The startup brought on former co-founder of OpenStack Andy Smith as CTO in September 2014. A month later, Wercker brought in $2.4 million, bringing total funding to $3.2 million. Notion Capital drove the investment round along with Tola Capital, Vitulum Ventures, Shamrock Ventures, and Rockstart Accelerator. While Wercker originally focused on LXC containers, it converted its platform to run on Docker containers in late 2014. It launched a local development model, enabling developers to build and deploy containerized applications.

Entrepreneur included Wercker among "9 essential tools for agile product development teams" in July 2015. In December, Atlassian launched a Wercker integration of its Git-based Bitbucket service, called the Wercker YAML Viewer.

In January 2016, Wercker announced a $4.5 million Series A investment round, led by Inkef Capital with participation from Notion Capital, bringing the company's total funding to $7.5 million. It was the first time that Inkef Capital, one of the largest VC funds in the Netherlands, invested in a developer tool. Wercker announced it would use the investment to drive developer adoption, expand into the enterprise market, and deepen automation capabilities with more flexible and complex development pipelines.

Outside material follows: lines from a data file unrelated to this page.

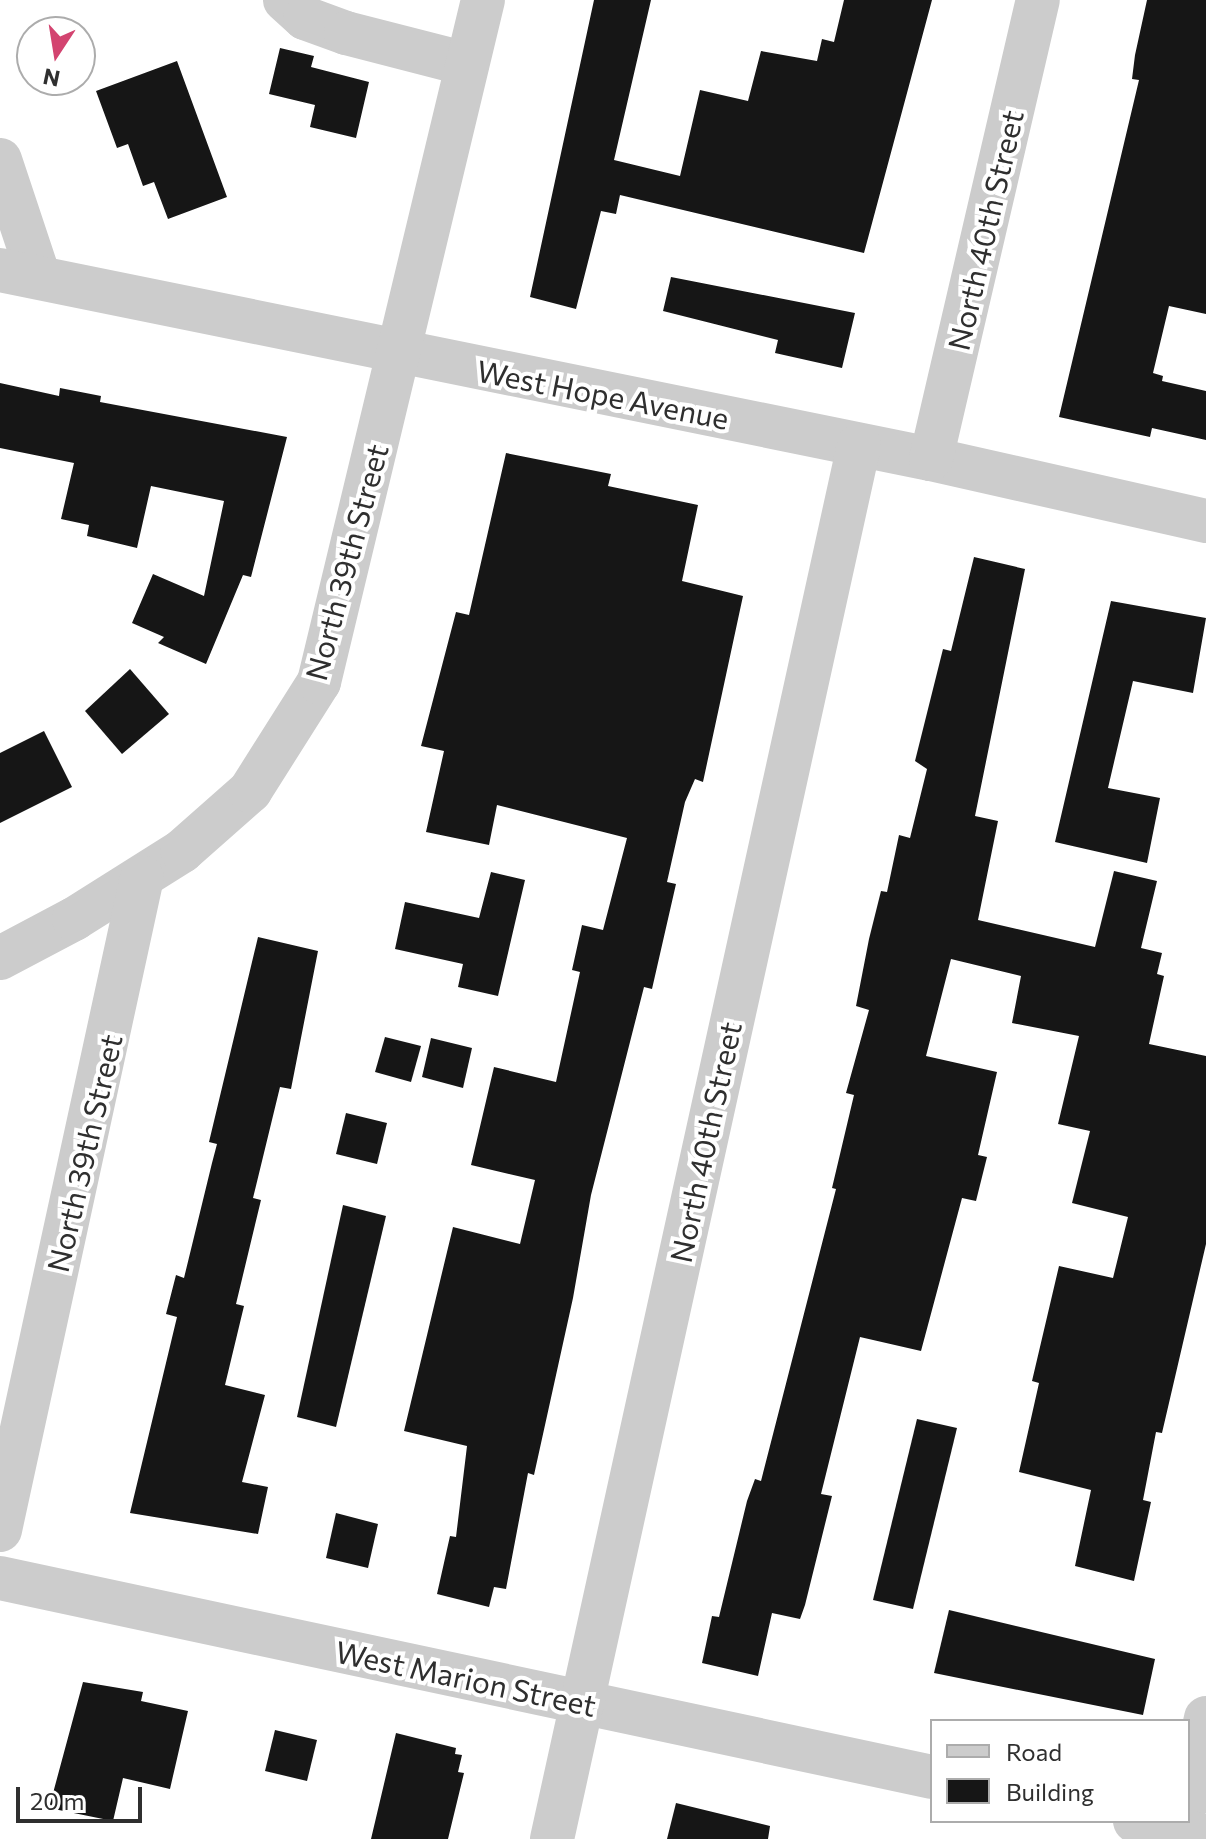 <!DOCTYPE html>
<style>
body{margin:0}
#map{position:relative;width:1206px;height:1839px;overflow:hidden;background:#fff;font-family:Commissioner,sans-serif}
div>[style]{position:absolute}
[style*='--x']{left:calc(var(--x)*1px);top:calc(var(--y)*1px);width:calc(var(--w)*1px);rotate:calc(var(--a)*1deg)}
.building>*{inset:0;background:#161616}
.minor>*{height:44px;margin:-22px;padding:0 22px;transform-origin:22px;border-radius:22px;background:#ccc}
span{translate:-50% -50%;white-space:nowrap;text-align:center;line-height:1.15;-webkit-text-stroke:8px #fff;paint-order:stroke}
.street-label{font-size:30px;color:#2f2f2f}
.legend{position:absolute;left:930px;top:1719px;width:260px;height:104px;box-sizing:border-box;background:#fff;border:2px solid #acacac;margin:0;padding:10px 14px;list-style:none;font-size:24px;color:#2f2f2f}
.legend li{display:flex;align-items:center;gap:16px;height:40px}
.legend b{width:40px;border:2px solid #acacac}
.north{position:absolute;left:16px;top:16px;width:80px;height:80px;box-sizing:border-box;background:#fff;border:2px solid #acacac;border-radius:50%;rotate:192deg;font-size:22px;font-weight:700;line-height:32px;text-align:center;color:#2f2f2f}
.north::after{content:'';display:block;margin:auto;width:28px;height:36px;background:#d34470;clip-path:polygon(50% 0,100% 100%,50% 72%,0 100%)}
.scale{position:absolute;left:16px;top:1787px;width:126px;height:36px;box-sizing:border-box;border:4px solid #2f2f2f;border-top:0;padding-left:10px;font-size:24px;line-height:28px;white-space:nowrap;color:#2f2f2f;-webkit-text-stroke:6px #fff;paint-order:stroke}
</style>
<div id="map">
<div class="building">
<i style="clip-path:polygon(594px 0,651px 0,614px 160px,680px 176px,700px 90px,748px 101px,761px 51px,817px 61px,822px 39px,834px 42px,844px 0,932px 0,864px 253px,620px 195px,616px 214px,601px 211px,576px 309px,530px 297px)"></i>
<i style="clip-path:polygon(1147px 0,1206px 0,1206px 314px,1169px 306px,1153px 373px,1163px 376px,1162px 381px,1206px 391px,1206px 440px,1152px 428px,1150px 437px,1059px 417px,1139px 80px,1132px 79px,1135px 55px)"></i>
<i style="clip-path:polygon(280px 48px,314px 56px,311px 67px,369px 82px,356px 138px,310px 127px,315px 105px,269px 94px)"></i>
<i style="clip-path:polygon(177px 61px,227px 197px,168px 219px,154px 182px,143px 186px,128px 144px,117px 148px,96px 91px)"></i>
<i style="clip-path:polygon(671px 277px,855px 313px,842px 368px,775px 353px,778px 340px,663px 311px)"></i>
<i style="clip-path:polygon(0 383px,59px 396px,60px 388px,101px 396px,100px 402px,287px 437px,251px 577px,243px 575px,206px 664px,158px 643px,164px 637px,132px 623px,153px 574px,204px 596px,224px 501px,151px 486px,137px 548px,87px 536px,89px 525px,61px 519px,74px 463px,0 448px)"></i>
<i style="clip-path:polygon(506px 453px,611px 474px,608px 486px,698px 505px,682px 581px,743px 596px,703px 782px,695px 779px,685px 802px,667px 882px,676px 884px,652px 989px,644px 987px,591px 1195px,573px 1298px,534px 1475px,528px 1473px,506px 1589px,494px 1587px,489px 1607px,437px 1594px,450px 1536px,456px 1537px,467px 1446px,404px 1431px,453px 1227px,520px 1244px,535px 1180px,471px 1165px,494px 1067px,556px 1082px,580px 972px,572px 970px,582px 925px,603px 930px,627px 838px,497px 805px,489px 845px,426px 832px,444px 751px,421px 746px,456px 612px,469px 615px)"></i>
<i style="clip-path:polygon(974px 557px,1025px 569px,975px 816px,998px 821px,978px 920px,1095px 947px,1114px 871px,1157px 881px,1141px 948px,1162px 953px,1157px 974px,1164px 976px,1149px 1044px,1206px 1056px,1206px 1244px,1162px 1433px,1156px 1432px,1143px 1500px,1151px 1502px,1134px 1581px,1075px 1566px,1091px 1490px,1019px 1472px,1039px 1383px,1032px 1381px,1059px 1266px,1113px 1278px,1128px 1217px,1072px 1203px,1090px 1131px,1058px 1124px,1079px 1036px,1012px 1023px,1021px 976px,951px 959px,926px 1056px,997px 1072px,978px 1155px,987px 1157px,976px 1201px,962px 1198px,921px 1351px,860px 1337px,821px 1494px,832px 1496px,805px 1605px,800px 1619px,772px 1613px,758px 1676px,702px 1663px,712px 1616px,719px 1617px,747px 1501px,755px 1479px,761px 1481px,836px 1189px,832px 1188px,854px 1095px,846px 1093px,869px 1010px,856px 1006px,869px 939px,881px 891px,887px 892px,899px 835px,910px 838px,927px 769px,915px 761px,943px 649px,951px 651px)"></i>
<i style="clip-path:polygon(1111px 601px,1206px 618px,1193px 693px,1133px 681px,1108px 788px,1160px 798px,1147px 863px,1055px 842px)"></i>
<i style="clip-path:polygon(130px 669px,169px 714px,122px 754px,85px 711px)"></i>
<i style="clip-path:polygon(44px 731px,72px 787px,0 823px,0 753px)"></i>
<i style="clip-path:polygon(491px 872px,525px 880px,498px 996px,458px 987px,463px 964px,395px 949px,405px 902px,479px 918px)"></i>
<i style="clip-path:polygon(258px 937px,318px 951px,291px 1089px,280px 1087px,253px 1198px,261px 1200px,236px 1304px,244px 1306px,225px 1385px,265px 1395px,242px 1482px,268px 1487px,258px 1534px,130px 1513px,177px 1317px,166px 1314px,176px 1275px,184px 1278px,212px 1163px,217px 1144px,209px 1142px)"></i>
<i style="clip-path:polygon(385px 1037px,421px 1046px,411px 1082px,375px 1072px)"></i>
<i style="clip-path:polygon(431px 1038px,472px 1048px,463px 1088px,422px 1077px)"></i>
<i style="clip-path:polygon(346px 1113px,387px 1123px,377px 1164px,336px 1154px)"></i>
<i style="clip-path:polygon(343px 1205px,386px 1216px,336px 1427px,297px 1417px)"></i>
<i style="clip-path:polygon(917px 1419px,957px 1428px,913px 1609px,873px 1600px)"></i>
<i style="clip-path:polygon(336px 1513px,378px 1524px,368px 1568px,326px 1558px)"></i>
<i style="clip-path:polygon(949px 1610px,1155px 1659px,1143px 1715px,934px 1673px)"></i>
<i style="clip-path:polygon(83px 1682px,143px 1692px,141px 1701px,188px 1711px,170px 1789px,123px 1778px,113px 1821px,49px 1808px)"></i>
<i style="clip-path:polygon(275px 1730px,317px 1740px,307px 1781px,265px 1771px)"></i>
<i style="clip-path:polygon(396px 1733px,456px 1748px,455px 1754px,462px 1755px,458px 1772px,464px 1773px,448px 1839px,371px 1839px)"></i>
<i style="clip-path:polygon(676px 1803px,770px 1826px,768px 1839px,667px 1839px)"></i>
</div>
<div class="minor">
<i style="--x:285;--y:0;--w:27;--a:42"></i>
<i style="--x:305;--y:18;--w:44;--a:20.1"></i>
<i style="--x:346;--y:33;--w:125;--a:14.4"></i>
<i style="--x:0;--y:160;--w:123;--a:71.6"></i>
<i style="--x:0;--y:270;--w:950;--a:11.48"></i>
<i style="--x:931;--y:459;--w:282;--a:12.7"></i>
<i style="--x:931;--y:459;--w:471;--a:-76.9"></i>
<i style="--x:0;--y:958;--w:84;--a:-27.8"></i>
<i style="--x:74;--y:919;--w:128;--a:-32.2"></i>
<i style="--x:182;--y:851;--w:91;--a:-41.4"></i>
<i style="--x:250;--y:791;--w:129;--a:-57.7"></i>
<i style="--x:319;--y:682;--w:701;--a:-76.48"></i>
<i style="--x:0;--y:1530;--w:668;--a:-77.73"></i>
<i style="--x:0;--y:1578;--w:953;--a:12.05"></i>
<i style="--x:1188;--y:1800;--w:84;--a:-77.6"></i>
<i style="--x:1135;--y:1821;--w:73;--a:11.9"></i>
<i style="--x:552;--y:1839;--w:1427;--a:-77.58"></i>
</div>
<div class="street-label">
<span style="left:985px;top:230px;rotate:-77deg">North 40th Street</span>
<span style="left:603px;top:394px;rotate:11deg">West Hope Avenue</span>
<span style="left:346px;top:562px;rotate:-75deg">North 39th Street</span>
<span style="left:705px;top:1142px;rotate:-78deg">North 40th Street</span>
<span style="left:84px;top:1153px;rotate:-77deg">North 39th Street</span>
<span style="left:466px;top:1678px;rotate:12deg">West Marion Street</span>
</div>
<ul class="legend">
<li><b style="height:10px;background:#ccc"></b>Road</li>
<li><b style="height:22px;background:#161616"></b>Building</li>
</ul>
<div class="north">N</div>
<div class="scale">20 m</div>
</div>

On April 17, 2017, Oracle announced that it had signed a definitive agreement to acquire Wercker. After the acquisition, development on the platform slowed and officially ceased in April 2019, as evidenced by the final release of the command-line interface on April 5, 2019.

== Shutdown ==

On April 7, 2022, Oracle announced that the Wercker service would be shut down on October 31, 2022. In their shutdown notice, Oracle recommended that users migrate to Oracle Cloud Infrastructure (OCI) DevOps service as an alternative. However, unlike Wercker, OCI DevOps did not offer a free tier option for build resources, requiring users to upgrade to a paid Oracle Cloud account, either through a "Pay As You Go" model or by contacting Oracle's sales team.